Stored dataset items

Start of Block

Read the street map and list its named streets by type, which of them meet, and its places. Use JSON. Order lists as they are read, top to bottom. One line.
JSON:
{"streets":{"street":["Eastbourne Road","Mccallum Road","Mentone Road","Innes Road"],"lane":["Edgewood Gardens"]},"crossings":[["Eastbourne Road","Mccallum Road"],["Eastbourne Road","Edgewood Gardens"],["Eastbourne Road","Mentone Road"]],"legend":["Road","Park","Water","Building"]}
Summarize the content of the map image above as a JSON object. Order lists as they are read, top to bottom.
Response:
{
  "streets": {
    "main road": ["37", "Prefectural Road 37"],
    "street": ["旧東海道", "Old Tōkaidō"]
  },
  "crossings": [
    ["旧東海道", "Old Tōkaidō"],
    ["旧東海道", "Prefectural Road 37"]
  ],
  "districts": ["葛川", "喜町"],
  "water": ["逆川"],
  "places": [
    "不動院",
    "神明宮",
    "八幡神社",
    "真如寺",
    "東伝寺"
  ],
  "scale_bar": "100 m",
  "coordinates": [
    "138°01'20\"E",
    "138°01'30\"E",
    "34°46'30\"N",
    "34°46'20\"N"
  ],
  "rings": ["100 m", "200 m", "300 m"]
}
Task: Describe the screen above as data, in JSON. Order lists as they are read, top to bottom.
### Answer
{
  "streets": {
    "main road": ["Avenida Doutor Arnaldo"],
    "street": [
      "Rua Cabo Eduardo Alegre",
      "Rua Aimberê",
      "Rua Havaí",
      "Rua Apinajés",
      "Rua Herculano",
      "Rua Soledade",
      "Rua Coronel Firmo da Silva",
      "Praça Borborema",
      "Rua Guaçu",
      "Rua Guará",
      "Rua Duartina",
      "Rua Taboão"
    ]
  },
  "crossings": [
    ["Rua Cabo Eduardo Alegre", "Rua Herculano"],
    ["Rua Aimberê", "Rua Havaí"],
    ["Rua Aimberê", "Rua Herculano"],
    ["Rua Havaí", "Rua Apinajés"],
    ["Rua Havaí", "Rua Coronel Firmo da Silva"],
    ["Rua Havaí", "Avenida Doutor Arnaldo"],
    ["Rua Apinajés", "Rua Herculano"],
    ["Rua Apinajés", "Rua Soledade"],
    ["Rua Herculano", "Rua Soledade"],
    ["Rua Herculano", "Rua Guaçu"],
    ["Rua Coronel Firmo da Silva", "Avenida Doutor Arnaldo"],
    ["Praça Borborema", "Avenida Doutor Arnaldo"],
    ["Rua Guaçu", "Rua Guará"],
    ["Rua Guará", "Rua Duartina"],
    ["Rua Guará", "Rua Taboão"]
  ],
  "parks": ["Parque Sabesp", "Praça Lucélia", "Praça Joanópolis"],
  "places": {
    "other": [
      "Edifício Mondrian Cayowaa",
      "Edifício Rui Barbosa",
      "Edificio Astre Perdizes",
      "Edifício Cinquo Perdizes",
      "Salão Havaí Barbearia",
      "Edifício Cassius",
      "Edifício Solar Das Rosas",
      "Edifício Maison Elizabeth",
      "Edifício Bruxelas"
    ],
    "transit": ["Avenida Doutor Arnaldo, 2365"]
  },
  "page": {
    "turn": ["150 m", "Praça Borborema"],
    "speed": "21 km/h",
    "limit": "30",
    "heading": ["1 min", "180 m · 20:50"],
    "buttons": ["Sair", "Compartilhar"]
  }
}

End of Block

* [Work instructions]: Exactly as they appear above, transcribe the records in full.

* [Result for this exercise]:
Read the street map and list its named streets by type, which of them meet, and its places. Use JSON. Order lists as they are read, top to bottom. One line.
JSON:
{"streets":{"street":["Eastbourne Road","Mccallum Road","Mentone Road","Innes Road"],"lane":["Edgewood Gardens"]},"crossings":[["Eastbourne Road","Mccallum Road"],["Eastbourne Road","Edgewood Gardens"],["Eastbourne Road","Mentone Road"]],"legend":["Road","Park","Water","Building"]}
Summarize the content of the map image above as a JSON object. Order lists as they are read, top to bottom.
Response:
{
  "streets": {
    "main road": ["37", "Prefectural Road 37"],
    "street": ["旧東海道", "Old Tōkaidō"]
  },
  "crossings": [
    ["旧東海道", "Old Tōkaidō"],
    ["旧東海道", "Prefectural Road 37"]
  ],
  "districts": ["葛川", "喜町"],
  "water": ["逆川"],
  "places": [
    "不動院",
    "神明宮",
    "八幡神社",
    "真如寺",
    "東伝寺"
  ],
  "scale_bar": "100 m",
  "coordinates": [
    "138°01'20\"E",
    "138°01'30\"E",
    "34°46'30\"N",
    "34°46'20\"N"
  ],
  "rings": ["100 m", "200 m", "300 m"]
}
Task: Describe the screen above as data, in JSON. Order lists as they are read, top to bottom.
### Answer
{
  "streets": {
    "main road": ["Avenida Doutor Arnaldo"],
    "street": [
      "Rua Cabo Eduardo Alegre",
      "Rua Aimberê",
      "Rua Havaí",
      "Rua Apinajés",
      "Rua Herculano",
      "Rua Soledade",
      "Rua Coronel Firmo da Silva",
      "Praça Borborema",
      "Rua Guaçu",
      "Rua Guará",
      "Rua Duartina",
      "Rua Taboão"
    ]
  },
  "crossings": [
    ["Rua Cabo Eduardo Alegre", "Rua Herculano"],
    ["Rua Aimberê", "Rua Havaí"],
    ["Rua Aimberê", "Rua Herculano"],
    ["Rua Havaí", "Rua Apinajés"],
    ["Rua Havaí", "Rua Coronel Firmo da Silva"],
    ["Rua Havaí", "Avenida Doutor Arnaldo"],
    ["Rua Apinajés", "Rua Herculano"],
    ["Rua Apinajés", "Rua Soledade"],
    ["Rua Herculano", "Rua Soledade"],
    ["Rua Herculano", "Rua Guaçu"],
    ["Rua Coronel Firmo da Silva", "Avenida Doutor Arnaldo"],
    ["Praça Borborema", "Avenida Doutor Arnaldo"],
    ["Rua Guaçu", "Rua Guará"],
    ["Rua Guará", "Rua Duartina"],
    ["Rua Guará", "Rua Taboão"]
  ],
  "parks": ["Parque Sabesp", "Praça Lucélia", "Praça Joanópolis"],
  "places": {
    "other": [
      "Edifício Mondrian Cayowaa",
      "Edifício Rui Barbosa",
      "Edificio Astre Perdizes",
      "Edifício Cinquo Perdizes",
      "Salão Havaí Barbearia",
      "Edifício Cassius",
      "Edifício Solar Das Rosas",
      "Edifício Maison Elizabeth",
      "Edifício Bruxelas"
    ],
    "transit": ["Avenida Doutor Arnaldo, 2365"]
  },
  "page": {
    "turn": ["150 m", "Praça Borborema"],
    "speed": "21 km/h",
    "limit": "30",
    "heading": ["1 min", "180 m · 20:50"],
    "buttons": ["Sair", "Compartilhar"]
  }
}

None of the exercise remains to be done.